On 28 Jun 2011, at 14:34, Matt DeMoss wrote:

> There is such a thing as a DSML Gateway:
> 
> https://www.opends.org/wiki/page/DefinitionDSMLGateway

yes, especially if the DSML is published RESTfully.

Then all you'd need would be 
 - a GRDDL from DSML to RDF - I would suggest XSPARQL as the transform
 - a way to add a set of public key to DSML - so that one can have the WebID
 - make sure that there is a WebID in the DSML

Presumably DSML is published over http(s).
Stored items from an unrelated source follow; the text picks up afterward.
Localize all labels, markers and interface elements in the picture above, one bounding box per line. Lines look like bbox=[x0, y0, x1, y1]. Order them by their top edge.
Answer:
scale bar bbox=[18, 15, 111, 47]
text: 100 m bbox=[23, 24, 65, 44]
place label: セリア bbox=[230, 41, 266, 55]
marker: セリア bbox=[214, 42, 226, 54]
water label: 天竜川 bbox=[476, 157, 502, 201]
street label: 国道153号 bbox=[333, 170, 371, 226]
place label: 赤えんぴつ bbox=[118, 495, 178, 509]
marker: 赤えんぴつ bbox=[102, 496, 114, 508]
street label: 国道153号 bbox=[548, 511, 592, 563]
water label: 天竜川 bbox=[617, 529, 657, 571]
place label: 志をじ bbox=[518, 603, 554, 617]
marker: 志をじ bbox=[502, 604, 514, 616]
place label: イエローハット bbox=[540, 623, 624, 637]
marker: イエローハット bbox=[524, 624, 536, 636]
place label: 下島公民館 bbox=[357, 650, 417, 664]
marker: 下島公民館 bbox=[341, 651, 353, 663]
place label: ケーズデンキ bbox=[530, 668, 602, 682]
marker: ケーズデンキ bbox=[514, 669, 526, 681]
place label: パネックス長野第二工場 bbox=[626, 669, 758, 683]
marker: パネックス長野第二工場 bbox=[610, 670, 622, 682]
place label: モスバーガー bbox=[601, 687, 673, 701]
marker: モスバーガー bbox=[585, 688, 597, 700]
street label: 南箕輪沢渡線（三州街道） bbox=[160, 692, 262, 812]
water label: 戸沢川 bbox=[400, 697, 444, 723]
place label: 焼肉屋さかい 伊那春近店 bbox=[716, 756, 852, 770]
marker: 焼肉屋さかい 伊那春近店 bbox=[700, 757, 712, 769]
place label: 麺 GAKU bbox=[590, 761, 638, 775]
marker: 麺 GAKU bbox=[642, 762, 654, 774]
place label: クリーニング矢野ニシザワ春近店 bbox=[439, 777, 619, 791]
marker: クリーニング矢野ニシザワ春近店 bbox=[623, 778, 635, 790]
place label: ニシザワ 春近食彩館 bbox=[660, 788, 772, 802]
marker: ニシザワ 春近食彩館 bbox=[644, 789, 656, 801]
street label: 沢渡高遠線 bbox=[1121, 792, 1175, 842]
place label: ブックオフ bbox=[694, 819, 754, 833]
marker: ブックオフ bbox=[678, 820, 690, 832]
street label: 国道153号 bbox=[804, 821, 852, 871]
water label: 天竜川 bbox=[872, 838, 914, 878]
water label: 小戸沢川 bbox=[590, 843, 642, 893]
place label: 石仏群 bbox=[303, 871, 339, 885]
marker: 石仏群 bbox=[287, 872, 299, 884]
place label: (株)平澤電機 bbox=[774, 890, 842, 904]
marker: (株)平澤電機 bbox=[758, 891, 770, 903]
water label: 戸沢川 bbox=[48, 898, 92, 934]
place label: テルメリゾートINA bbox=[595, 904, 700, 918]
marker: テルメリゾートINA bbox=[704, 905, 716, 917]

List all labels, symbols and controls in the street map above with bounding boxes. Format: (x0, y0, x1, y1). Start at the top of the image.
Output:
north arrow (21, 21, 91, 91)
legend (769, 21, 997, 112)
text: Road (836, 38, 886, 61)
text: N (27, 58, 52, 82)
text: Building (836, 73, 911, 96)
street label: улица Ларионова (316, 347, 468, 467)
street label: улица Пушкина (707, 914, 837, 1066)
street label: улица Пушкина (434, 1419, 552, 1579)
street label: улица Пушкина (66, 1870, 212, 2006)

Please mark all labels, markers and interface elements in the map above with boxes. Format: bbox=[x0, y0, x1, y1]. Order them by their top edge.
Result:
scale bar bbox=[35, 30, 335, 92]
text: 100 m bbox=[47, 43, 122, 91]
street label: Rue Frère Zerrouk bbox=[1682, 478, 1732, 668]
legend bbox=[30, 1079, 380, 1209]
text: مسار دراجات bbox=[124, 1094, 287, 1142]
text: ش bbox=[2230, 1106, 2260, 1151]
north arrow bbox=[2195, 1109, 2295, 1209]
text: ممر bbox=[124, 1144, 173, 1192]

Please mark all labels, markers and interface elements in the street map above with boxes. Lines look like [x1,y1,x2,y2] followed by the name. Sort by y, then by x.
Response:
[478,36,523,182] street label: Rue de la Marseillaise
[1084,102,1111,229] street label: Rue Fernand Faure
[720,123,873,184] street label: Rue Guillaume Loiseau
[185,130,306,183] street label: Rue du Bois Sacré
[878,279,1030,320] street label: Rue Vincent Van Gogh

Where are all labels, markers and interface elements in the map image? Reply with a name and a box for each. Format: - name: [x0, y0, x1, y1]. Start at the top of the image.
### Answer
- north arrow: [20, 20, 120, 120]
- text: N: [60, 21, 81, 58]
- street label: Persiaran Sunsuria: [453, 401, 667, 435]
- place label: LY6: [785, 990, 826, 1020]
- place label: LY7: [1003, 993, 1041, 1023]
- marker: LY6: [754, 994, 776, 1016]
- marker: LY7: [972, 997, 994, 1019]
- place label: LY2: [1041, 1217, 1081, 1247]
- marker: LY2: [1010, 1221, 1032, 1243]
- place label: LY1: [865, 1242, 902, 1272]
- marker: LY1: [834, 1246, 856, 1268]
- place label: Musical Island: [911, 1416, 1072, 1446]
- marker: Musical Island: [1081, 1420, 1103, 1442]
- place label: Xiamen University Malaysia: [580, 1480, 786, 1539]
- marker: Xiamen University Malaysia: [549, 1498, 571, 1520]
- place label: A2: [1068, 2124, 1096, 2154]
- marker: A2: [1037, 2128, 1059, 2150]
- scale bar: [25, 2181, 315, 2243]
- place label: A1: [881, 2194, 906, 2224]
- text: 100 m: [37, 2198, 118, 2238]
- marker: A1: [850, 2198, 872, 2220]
So you can think of DSML as just another format
for the identity.

Now I am not sure what the size of the DSML implementations are, and what 
its uptake is. 

> Does it make sense to consider a similar gateway for these purposes?
> There are enterprises with quite a lot of person data stored in
> directories.

Well of course you can always webify any directory data. We did that at sun in
less than a day. To make it then possible to do access control on who sees what
is more work, unless the endpoint has already implemented those rules (in a way 
that makes it amenable to working in a global naming system.)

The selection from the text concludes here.